Expertise:  There’s a fairly good chance that, if you are insured through an agentless company, your insurance ‘expert’ really isn’t.  A recent survey indicated that over 15% of insurance call center sales people have been licensed less than 6-months.  A full 25% have been licensed less than a year.  A whopping 60%+ have been licensed less than 3 years.  In California, aside from 12 hours of ethics training, only 20 hours of in class training is required to become licensed.  Think about THAT!  It is entirely possible that your insurance “expert” couldn’t spell the word “insurance” a month ago.  Think about that when deciding who should be standing between you and financial disaster if you don’t get the proper advice.

Service:  Let’s not underestimate the value of good service.  When you call your auto insurance company, do you have to muddle through their phone system or are you immediately speaking with a live person that can help you?  In a recent phone call to a company I won’t nAAAme (no, really, I don’t want to nAAAme them, because if I nAAAme them, they might get AAAngry and threaten me with a lAAAwsuit…), the information needed could not be obtained without first spending a minute or two entering information on the touch tone keypad then enduring a 12-minute hold.  At the end of it all, my simple question finally got answered…  Incorrectly.  Somewhere along the line, companies decided that their time was more valuable than yours.  If making you wait 15 minutes to get an answer would save them a little money, well that was the way to go.  Most agencies, both independent and single company agents, will answer the phone with a live human from the get-go.

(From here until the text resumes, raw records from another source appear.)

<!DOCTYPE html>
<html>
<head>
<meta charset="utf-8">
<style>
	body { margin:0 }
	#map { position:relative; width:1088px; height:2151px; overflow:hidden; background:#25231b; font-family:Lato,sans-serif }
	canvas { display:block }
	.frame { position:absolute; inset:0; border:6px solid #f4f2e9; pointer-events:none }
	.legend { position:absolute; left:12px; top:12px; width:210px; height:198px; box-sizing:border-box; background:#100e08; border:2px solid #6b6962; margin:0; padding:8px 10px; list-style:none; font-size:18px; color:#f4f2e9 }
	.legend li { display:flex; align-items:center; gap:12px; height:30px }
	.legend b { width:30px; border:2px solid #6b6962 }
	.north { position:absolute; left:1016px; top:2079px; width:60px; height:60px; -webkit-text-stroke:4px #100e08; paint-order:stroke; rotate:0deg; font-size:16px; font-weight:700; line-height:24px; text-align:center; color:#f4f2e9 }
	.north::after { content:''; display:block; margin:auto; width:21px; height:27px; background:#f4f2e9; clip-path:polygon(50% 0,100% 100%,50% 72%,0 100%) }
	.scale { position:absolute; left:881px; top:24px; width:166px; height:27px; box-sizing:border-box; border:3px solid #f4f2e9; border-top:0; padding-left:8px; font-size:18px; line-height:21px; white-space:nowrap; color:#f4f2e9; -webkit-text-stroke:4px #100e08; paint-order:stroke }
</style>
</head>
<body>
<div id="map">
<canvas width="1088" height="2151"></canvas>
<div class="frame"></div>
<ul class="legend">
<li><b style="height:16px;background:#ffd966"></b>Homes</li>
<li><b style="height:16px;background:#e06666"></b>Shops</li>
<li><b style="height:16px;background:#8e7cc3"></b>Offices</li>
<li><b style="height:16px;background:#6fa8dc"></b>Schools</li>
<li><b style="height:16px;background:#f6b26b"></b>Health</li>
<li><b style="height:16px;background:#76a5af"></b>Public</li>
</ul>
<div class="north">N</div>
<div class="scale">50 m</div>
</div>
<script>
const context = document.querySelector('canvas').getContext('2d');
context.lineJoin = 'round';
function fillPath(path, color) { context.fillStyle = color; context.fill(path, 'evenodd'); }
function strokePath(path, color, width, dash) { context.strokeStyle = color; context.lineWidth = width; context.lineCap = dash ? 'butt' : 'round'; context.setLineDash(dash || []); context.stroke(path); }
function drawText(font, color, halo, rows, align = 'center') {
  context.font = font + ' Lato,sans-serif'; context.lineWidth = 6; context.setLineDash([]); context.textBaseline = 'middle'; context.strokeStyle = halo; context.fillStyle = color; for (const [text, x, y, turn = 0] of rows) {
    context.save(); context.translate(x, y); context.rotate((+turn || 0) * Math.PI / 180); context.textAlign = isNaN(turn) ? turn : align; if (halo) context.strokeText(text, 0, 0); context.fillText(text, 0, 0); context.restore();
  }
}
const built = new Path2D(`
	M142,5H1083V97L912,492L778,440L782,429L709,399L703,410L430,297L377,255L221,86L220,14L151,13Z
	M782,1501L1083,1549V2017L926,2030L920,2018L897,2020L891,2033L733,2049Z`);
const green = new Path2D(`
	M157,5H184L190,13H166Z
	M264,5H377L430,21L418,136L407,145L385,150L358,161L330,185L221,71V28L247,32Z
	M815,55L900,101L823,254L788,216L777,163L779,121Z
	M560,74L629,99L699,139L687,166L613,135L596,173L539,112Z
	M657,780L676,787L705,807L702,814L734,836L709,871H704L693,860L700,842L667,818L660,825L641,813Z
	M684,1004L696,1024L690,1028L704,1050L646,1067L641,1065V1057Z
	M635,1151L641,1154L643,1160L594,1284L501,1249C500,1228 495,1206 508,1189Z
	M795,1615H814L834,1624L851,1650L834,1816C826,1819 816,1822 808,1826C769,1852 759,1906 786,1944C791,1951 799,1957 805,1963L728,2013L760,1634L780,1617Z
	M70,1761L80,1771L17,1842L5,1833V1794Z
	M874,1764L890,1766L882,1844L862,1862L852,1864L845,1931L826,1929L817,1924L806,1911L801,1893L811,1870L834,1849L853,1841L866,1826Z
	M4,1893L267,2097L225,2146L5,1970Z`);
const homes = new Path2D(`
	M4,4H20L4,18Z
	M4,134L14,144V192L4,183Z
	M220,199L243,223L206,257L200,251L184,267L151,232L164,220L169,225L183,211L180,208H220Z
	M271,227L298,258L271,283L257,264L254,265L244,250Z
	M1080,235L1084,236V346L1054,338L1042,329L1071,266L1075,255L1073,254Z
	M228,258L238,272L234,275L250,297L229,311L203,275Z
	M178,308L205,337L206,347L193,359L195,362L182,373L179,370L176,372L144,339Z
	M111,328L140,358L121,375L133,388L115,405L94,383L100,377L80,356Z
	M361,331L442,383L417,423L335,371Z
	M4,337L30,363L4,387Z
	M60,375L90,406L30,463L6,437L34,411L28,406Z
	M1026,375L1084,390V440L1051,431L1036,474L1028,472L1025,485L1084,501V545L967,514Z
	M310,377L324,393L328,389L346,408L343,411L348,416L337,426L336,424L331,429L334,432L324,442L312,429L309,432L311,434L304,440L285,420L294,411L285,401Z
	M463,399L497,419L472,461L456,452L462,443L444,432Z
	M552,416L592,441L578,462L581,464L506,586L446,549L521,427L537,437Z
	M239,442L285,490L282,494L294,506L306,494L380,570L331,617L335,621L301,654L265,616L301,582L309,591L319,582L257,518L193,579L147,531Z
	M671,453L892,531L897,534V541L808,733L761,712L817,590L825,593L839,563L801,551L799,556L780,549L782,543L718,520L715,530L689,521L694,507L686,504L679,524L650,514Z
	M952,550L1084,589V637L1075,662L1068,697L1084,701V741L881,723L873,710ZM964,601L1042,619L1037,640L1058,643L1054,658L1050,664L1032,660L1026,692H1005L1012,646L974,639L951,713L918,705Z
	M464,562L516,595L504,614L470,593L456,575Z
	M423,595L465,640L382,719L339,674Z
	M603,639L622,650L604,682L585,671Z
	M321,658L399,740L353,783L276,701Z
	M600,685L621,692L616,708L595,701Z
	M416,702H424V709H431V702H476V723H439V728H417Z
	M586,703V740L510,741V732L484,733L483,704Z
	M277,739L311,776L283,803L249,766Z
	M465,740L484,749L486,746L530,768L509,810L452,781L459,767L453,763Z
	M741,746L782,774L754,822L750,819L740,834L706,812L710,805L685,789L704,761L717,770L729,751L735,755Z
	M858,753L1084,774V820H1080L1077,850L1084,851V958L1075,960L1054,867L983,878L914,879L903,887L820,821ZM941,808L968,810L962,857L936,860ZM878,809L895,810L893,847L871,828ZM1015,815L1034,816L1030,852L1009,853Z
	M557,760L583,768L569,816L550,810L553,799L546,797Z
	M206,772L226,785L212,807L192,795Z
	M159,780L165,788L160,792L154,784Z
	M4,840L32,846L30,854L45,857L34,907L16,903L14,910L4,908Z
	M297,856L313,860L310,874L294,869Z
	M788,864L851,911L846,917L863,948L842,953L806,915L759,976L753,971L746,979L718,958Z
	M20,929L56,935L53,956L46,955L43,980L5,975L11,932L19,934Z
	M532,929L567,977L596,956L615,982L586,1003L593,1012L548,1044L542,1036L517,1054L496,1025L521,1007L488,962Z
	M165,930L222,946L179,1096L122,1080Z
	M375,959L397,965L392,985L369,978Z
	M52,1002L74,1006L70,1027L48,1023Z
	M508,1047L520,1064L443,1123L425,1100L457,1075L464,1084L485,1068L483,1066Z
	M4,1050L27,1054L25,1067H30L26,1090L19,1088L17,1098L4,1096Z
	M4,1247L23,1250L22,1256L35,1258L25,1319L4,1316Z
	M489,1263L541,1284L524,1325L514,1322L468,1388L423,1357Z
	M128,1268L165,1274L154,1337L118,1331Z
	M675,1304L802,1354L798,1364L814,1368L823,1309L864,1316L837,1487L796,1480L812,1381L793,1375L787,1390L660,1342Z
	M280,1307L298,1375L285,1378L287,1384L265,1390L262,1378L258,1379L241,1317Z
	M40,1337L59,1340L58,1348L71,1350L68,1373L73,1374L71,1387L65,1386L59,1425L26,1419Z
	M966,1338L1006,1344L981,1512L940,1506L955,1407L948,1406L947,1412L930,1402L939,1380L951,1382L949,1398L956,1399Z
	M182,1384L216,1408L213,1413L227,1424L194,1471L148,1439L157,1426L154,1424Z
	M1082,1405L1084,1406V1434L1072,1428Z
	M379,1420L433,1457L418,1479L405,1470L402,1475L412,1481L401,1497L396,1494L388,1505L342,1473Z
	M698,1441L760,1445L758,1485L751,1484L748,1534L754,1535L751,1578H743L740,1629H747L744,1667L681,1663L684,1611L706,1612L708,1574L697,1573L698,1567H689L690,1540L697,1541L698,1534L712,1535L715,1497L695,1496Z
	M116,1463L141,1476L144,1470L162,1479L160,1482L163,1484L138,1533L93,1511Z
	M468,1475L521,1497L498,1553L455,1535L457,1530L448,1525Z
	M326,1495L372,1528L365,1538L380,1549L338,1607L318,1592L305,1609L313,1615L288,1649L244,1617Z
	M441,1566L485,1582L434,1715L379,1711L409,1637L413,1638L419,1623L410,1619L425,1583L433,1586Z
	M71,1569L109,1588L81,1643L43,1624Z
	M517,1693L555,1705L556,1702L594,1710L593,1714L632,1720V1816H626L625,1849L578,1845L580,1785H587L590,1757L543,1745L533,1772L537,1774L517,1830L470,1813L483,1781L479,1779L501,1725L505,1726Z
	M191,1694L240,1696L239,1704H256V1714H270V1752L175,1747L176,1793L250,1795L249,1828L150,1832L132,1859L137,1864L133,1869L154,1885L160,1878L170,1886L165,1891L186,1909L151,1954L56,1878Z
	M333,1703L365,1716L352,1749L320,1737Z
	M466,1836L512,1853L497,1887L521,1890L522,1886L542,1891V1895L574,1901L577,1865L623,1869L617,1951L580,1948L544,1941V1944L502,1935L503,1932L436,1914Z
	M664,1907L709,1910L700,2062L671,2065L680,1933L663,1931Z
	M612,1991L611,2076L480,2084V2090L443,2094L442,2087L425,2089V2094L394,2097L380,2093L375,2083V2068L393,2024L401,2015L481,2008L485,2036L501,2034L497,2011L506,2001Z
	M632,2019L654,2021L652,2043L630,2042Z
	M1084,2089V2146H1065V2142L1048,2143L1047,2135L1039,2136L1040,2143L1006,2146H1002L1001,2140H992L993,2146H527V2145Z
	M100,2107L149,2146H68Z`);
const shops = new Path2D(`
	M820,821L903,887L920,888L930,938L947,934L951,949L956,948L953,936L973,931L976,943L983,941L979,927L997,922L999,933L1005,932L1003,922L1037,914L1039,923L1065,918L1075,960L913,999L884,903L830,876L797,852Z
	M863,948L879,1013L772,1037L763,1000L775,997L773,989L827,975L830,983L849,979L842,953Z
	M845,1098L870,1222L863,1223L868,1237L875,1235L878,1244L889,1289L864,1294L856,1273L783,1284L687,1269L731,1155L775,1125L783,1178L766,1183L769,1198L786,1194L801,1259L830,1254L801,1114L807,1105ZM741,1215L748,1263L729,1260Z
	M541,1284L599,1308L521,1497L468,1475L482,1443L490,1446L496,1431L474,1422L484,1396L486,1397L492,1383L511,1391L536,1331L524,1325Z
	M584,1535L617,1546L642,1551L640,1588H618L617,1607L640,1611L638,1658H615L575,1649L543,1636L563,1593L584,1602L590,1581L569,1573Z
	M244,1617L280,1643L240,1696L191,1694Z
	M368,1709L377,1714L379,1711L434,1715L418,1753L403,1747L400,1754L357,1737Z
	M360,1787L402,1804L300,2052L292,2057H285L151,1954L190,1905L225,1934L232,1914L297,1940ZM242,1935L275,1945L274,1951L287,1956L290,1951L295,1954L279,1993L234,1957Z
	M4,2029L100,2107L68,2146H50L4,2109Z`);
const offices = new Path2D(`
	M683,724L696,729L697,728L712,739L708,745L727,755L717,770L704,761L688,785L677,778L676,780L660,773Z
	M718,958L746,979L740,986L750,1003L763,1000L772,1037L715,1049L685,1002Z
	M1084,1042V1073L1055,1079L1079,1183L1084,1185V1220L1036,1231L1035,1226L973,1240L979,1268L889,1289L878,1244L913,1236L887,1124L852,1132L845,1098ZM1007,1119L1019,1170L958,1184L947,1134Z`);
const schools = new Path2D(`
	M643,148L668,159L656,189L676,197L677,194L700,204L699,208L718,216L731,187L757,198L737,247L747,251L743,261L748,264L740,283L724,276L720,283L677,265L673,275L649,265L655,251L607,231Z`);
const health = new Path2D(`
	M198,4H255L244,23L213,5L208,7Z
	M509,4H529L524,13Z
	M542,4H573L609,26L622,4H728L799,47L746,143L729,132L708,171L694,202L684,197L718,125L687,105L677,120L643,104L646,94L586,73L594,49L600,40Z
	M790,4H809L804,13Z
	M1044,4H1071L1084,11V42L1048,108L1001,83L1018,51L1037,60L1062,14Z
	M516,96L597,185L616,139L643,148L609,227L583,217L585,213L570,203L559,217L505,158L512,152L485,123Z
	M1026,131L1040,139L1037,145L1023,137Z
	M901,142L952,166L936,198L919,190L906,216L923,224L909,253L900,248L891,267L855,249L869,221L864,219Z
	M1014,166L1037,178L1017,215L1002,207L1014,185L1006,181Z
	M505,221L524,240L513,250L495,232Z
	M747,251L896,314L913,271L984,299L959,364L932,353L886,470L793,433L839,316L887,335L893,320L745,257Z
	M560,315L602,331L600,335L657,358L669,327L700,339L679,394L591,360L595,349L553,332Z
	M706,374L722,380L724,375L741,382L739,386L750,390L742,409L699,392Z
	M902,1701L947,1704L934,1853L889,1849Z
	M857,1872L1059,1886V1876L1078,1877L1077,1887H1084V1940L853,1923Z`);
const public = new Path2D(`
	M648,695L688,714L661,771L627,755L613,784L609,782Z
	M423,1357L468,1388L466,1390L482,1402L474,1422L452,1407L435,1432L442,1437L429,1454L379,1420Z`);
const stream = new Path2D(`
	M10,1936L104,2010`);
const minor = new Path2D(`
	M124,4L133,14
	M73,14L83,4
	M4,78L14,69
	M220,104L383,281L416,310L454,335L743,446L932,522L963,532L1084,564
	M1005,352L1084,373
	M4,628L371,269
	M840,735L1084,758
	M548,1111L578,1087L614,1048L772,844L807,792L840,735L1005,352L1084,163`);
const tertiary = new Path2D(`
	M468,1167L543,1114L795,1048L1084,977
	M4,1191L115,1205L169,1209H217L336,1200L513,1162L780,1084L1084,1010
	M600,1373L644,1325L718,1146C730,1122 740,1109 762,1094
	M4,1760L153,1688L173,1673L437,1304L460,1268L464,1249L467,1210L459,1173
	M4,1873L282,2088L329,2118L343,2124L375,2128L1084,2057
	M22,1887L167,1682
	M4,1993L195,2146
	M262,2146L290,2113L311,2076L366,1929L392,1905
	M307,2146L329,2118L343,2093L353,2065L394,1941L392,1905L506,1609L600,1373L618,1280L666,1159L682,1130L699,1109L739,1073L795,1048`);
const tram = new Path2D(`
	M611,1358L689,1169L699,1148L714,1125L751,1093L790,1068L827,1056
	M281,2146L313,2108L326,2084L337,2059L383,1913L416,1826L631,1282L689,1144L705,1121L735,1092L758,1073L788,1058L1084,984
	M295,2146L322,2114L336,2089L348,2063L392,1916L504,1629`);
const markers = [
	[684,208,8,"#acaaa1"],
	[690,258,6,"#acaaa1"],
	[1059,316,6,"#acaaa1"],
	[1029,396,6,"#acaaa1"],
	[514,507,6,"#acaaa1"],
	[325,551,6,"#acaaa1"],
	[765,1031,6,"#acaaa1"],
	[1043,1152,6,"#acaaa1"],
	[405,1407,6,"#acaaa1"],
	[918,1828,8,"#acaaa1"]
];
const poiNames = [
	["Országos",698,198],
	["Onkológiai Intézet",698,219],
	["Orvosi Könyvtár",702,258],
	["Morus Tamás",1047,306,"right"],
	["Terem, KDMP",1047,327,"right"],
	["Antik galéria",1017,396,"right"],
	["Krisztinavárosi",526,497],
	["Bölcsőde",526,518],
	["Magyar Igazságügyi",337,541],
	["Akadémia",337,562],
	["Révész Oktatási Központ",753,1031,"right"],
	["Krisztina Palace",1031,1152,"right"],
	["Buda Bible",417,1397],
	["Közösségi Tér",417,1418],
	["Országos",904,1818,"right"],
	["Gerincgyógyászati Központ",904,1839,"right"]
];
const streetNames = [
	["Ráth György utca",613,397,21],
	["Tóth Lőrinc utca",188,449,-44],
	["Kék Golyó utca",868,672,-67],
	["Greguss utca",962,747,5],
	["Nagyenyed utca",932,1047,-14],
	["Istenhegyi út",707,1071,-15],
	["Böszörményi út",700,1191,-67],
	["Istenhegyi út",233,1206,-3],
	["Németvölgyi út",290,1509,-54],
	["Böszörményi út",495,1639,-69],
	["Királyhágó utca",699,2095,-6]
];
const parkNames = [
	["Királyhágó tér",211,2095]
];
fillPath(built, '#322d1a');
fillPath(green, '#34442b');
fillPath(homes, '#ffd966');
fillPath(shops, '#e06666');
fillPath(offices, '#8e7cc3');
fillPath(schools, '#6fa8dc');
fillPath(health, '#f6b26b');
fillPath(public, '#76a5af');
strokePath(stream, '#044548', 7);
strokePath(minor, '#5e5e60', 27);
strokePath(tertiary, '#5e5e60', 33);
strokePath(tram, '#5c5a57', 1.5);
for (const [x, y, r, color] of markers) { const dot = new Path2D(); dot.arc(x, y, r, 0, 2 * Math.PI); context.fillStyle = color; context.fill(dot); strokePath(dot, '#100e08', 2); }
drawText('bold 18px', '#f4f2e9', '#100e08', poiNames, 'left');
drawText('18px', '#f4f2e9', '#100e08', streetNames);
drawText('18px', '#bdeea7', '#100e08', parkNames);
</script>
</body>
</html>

Choice:  Again, we’re back to choice.  Finding an agent where you have a choice has many advantages.  Whether you have special needs because you own a business or have added custom equipment to your car or have young drivers that only drive part time, no one company is always right for every driver and every car.  Or maybe your auto insurance needs are pretty run of the mill but you want an agent that knows which companies have the best rates in your area.  Agents with a choice of companies obviously have a better chance of finding the policy that’s right for you and your situation.

Yeah, yeah, yeah…  But what about the price?

Oh yeah…  Price:  Independent agents usually strive to represent companies with good rates, it just makes sense for their business.  One company agents and call center companies still only have one choice.  You are more likely to find a lower price with an independent agent, without the hassle of having to get dozens of quotes yourself.

Bottom Line:  All auto insurance is NOT the same

Everywhere you go, everywhere you look it seems like there is a car insurance ad and by now they all sound the same.  It is impossible to accurately gauge the companies and products at face value.  Your experience will vary greatly, your coverage will vary greatly and, of course, the price can vary greatly.  Of course putting some thought and research into the process would serve you well and not just view insurance as a one-dimensional commodity focused on price.